Required work:
All lines in the entries below that hold "querySelector" make up the answer.

++++ Exercise input

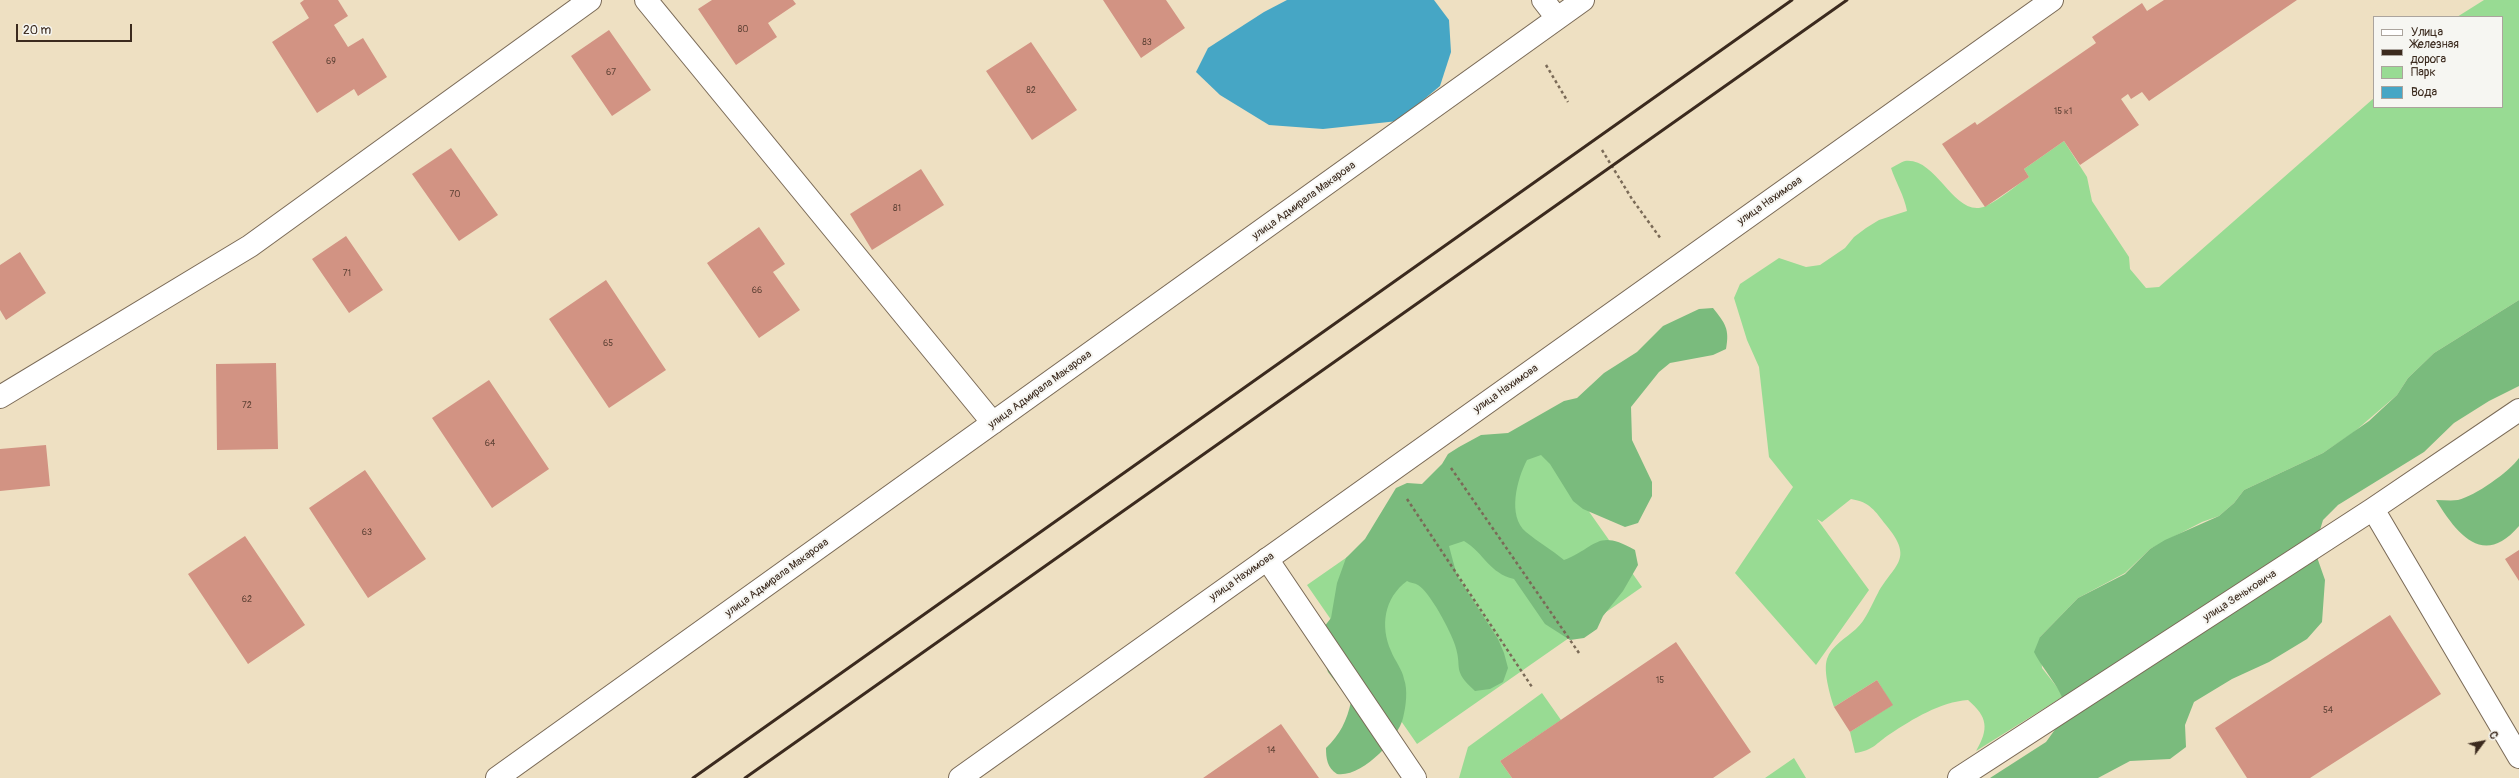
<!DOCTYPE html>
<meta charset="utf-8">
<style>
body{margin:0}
#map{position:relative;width:2519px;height:778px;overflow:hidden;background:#eee0c2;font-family:Pangolin,sans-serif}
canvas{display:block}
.legend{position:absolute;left:2373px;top:16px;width:130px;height:92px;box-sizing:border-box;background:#f6f6f2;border:1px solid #aba49d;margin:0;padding:5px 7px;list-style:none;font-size:12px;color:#3b2a1e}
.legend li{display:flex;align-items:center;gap:8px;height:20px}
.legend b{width:20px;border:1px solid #aba49d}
.north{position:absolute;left:2463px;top:722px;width:40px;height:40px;-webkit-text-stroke:3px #f6f6f2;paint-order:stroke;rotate:58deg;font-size:11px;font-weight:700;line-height:16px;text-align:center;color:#3b2a1e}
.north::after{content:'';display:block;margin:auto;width:14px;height:18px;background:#3b2a1e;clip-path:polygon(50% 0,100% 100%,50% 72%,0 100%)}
.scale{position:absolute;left:16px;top:24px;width:116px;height:18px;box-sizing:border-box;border:2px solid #3b2a1e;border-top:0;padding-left:5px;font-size:12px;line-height:14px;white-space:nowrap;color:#3b2a1e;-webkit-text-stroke:3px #f6f6f2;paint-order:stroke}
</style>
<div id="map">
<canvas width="2519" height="778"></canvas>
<ul class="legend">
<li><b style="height:5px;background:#fff"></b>Улица</li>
<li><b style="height:5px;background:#3b2a1e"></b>Железная дорога</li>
<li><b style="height:11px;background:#98db93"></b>Парк</li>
<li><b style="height:11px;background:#46a6c5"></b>Вода</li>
</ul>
<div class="north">С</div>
<div class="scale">20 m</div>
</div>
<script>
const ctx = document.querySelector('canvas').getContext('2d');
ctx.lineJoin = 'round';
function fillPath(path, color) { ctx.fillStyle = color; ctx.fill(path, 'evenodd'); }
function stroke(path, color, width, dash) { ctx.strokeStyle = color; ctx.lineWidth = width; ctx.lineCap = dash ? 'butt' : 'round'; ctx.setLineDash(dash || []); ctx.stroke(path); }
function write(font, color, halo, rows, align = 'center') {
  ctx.font = font + ' Pangolin,sans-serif'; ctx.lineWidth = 4; ctx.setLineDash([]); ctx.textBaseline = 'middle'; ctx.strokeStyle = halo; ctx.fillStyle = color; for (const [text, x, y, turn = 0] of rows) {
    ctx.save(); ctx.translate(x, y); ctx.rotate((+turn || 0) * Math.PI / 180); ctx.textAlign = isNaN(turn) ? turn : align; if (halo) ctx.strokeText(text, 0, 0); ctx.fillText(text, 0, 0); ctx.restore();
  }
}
const green = new Path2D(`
 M2484,0h35v300l-85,53 -26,25 -11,17 -43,37 -31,21 -79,37 -10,13 -15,13 -17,6 -52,27 -25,24 -47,25 -38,39 2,31 22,28 -88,55c13,-22 12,-34 -8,-51 -28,2 -55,19 -78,34 -15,10 -16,16 -35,19l-5,-21 42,-27 -15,-25 -43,27c-4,-12 -11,-36 -7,-48 4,-13 19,-21 29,-30 10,-9 16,-25 22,-36 16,-29 37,-33 8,-68 -11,-14 -16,-23 -35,-26l-29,23 -5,-3 52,71 -53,75 -81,-92 58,-86 -24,-30 -10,-90 -12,-27 -13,-42 6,-14 39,-26 27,9 14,-2 25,-17 9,-11 12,-9 13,-8 28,-9c-3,-16 -11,-28 -16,-43 4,-2 10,-6 14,-7 33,-4 49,59 81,45 15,-7 29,-20 43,-29l-5,-8 40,-28 23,36 5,24 37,56 1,12 16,19 13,-1 215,-189v9h128v-90h-45z
 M1531,429l111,158 -225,157 -110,-159z
 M1542,693l19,27 -61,41 12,17h-53l9,-31z
 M1794,758l12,20h-41z`);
const forest = new Path2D(`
 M2519,300v86l-30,15 -35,22 -30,29 -86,53 -15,15 -6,20 1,20 7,20 -3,42 -15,17 -38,23 -37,17 -38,23 -9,23 1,22 -16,12 -40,2 -32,17h-108l56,-36 21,-29c-5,-26 -21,-38 -33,-61l6,-15 38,-39 47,-24 25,-25 15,-9 54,-24 15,-13 10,-13 79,-37 46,-32 28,-26 11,-17 26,-25z
 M1713,308c12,15 17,21 13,41l-13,6 -43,8 -11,9 -28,35 1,33 20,42v14l-14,27 -13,4 -42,-18 -10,-8 -23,-37 -9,-9 -14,5c-10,19 -20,56 -1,72 12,10 26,18 38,28 33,-13 33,-32 71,-10l3,15 -15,26 -20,25 -6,13 -13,9 -14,2 -25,-16 -31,-45c-25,-6 -29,-25 -50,-38l-15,5 8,30 41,63 6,14 4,15 -5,14 -13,7 -15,2c-24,-22 -12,-22 -20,-46 -4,-13 -25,-53 -37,-60 -3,-2 -8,-2 -11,-4 -23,17 -27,45 -16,70 4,10 11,18 13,28 4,11 2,27 -1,39 -5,21 -41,60 -66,56 -10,-6 -11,-16 -11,-26 14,-13 21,-28 25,-46l-23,-30 -12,-35 15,-19 6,-35 9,-25 19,-19 31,-51 11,-5 15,1 20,-20 6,-10 11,-7 22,-12 27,-2 56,-32 13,-3 27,-25 33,-21 26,-26 36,-17z
 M2519,458v68c-36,42 -62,8 -83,-26 7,0 15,1 22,0 17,-4 51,-28 61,-42z`);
const water = new Path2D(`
 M1287,0h147l15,20 2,32 -11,34 -42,35 -75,8 -54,-4 -49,-30 -24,-23 12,-24 56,-36z`);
const building = new Path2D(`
 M304,0h34l10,16 -14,9 14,22 15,-9 24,39 -29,19 -4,-7 -37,24 -45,-71 37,-24 -9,-15z
 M712,0h81l3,4 -28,19 9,14 -41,28 -38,-56z
 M1103,0h63l19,28 -44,30z
 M2164,0h133l-148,101 -7,-9 -11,7 -3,-5 -7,5 18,26 -59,40 -16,-24 -40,28 5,8 -44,30 -43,-63 33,-22 2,3 119,-82 -4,-6 50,-34 5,8z
 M609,30l42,60 -39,26 -41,-60z
 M1031,42l46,68 -45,30 -46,-69z
 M451,148l47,67 -39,26 -47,-67z
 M921,169l23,36 -72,45 -22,-36z
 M759,227l26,37 -12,8 27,38 -41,28 -52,-75z
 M346,236l37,54 -34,23 -37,-54z
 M20,252l26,41 -40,27 -6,-10v-45z
 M606,280l60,90 -57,38 -60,-89z
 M276,363l2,86 -61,1 -1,-86z
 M489,380l60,89 -57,39 -60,-90z
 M46,445l4,41 -50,5v-42z
 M365,470l61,89 -58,39 -59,-90z
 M245,536l60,89 -57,39 -60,-90z
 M2519,550v31l-14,-22z
 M2390,615l51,79 -131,84h-63l-32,-50z
 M1676,642l75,110 -38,26h-201l-12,-17z
 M1877,680l16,25 -43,27 -16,-25z
 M1281,724l38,54h-116z`);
const path = new Path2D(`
 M1546,65l22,37
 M1602,150l30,49 29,40
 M1451,468l128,185
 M1407,499l125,188`);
const minor = new Path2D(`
 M646,0l347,423
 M1543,0l14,18
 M0,397l250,-151 340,-246
 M2373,509l146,248
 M1267,559l148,219
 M497,778l1086,-778
 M1959,778l414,-269 146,-99`);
const major = new Path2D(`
 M960,778l1092,-778`);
const rail = new Path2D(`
 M693,778l1099,-778
 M745,778l1102,-778`);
const numberNames = [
 ["80",743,30],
 ["83",1147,43],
 ["69",331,62],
 ["67",611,73],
 ["82",1031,91],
 ["15 к1",2063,112],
 ["70",455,195],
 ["81",897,209],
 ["71",347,274],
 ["66",757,291],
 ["65",608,344],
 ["72",247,406],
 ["64",490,444],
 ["63",367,533],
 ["62",247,600],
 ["15",1660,681],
 ["54",2328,711],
 ["14",1271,751]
];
const streetNames = [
 ["улица Адмирала Макарова",1304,201,-36],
 ["улица Нахимова",1770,201,-35],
 ["улица Нахимова",1506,389,-35],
 ["улица Адмирала Макарова",1040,390,-36],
 ["улица Нахимова",1242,577,-35],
 ["улица Адмирала Макарова",777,578,-36],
 ["улица Зеньковича",2240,596,-33]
];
fillPath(green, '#98db93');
fillPath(forest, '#7abb7d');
fillPath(water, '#46a6c5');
fillPath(building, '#d29383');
stroke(minor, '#7a6a57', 24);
stroke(major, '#7a6a57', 24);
stroke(path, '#7a6a57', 2.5, [3, 3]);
stroke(minor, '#fff', 22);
stroke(major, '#fff', 22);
stroke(rail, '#3b2a1e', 3);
write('9px', '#614437', null, numberNames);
write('11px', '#3b2a1e', '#f6f6f2', streetNames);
</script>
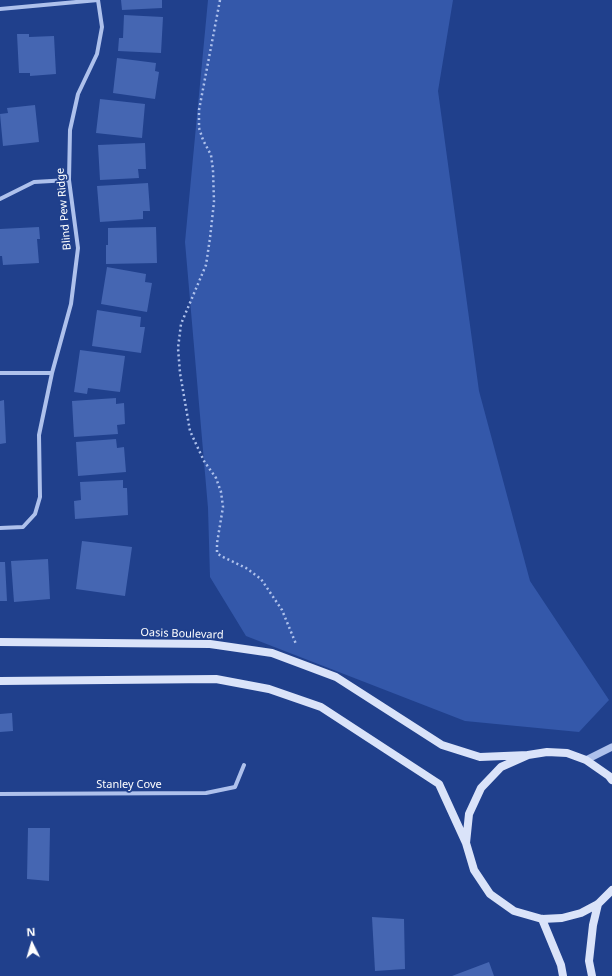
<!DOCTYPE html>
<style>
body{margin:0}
#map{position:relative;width:612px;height:976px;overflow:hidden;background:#20408c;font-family:"Noto Sans",sans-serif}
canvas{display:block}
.north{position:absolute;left:12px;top:924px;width:40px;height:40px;-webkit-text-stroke:3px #20408c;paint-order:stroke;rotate:355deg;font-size:11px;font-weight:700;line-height:16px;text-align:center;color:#fff}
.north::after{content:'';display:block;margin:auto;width:14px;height:18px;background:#fff;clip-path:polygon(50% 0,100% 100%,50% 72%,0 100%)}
</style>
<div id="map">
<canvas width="612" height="976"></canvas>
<div class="north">N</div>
</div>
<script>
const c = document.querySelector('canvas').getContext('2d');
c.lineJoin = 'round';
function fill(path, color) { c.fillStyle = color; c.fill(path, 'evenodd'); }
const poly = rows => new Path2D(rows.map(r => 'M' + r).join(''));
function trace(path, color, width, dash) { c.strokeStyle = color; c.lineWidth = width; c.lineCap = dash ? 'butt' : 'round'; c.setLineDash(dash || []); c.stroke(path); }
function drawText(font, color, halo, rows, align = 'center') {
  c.font = font + ' "Noto Sans",sans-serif'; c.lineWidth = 3.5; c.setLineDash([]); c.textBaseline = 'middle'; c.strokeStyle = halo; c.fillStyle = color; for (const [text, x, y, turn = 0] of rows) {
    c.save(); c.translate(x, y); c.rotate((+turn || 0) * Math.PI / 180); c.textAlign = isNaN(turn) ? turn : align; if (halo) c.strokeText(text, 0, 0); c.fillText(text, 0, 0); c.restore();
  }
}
const green = poly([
 [208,0,453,0,438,91,479,391,530,581,609,700,579,732,465,721,246,636,210,577,208,508,185,242]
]);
const building = poly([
 [121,0,162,0,162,8,122,10],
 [124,15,163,17,161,53,118,51,119,38,123,38],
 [17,34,29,34,29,37,54,36,56,74,30,76,30,73,19,73],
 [117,58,156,63,155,71,159,72,155,99,113,93],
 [100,99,145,104,142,138,96,133],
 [35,105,39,142,3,146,0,114,8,113,7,108],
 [145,143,146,169,138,169,139,178,100,180,98,145],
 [148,183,150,211,143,211,143,219,100,222,97,186],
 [39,227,40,239,37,239,39,263,3,265,2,256,0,256,0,229],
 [156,227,157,263,106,264,106,245,108,245,108,228],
 [107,267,146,274,145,282,152,283,147,312,101,304],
 [97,310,141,317,140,327,145,327,141,353,92,346],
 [80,350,125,356,120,392,88,388,87,394,74,392],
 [116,398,116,404,124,403,125,424,117,425,118,434,74,437,72,401],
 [4,400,6,443,0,444,0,401],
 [116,439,117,448,124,447,126,472,78,476,76,442],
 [123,480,123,488,127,488,128,515,75,519,74,501,81,500,80,482],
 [82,541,132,547,125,596,76,589],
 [48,559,50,599,14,602,11,561],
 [0,562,5,562,7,601,0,601],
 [12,713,13,731,0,732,0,714],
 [28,828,50,828,49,881,27,879],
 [372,917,404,919,405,969,375,971],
 [489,962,494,976,452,976]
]);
const path = poly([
 [220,0,199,110,199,128,203,140,211,155,213,170,214,202,210,238,206,265,181,324,178,348,180,373,190,431,204,461,216,478,221,492,223,507,217,543,217,553,221,556,246,568,261,579,282,610,296,644]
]);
const minor = poly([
 [0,9,98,0],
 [0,199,34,182,69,180],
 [0,373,52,373],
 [0,528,23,527,35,514,40,497,39,435,52,373,71,304,78,248,69,180,70,130,78,94,97,54,102,27,98,0],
 [0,794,206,793,235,787,244,765]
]);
const tertiary = poly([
 [586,760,612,747]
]);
const secondary = poly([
 [0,642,210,644,272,653,336,677,442,745,480,757,528,755],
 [0,681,216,679,269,689,321,707,439,784,466,843],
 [612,780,609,776,586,760,567,753,547,752,528,755,501,767,481,788,469,814,466,843,474,870,490,894,514,911,542,919,562,918,581,913,598,904,612,890],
 [542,919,561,965,563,976],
 [592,976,589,961,593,925,598,904]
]);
const streetNames = [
 ["Blind Pew Ridge",64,209,-95],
 ["Oasis Boulevard",182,634,2],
 ["Stanley Cove",129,785]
];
fill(green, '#3458aa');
fill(building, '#4566b2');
trace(path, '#aec1ec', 2.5, [2, 3]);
trace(minor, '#aec1ec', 4);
trace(tertiary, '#aec1ec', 7);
trace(secondary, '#dae3f9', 8);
drawText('11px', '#fff', '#20408c', streetNames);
</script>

++++++++

Problem solution:
const ctx = document.querySelector('canvas').getContext('2d');
const c = document.querySelector('canvas').getContext('2d');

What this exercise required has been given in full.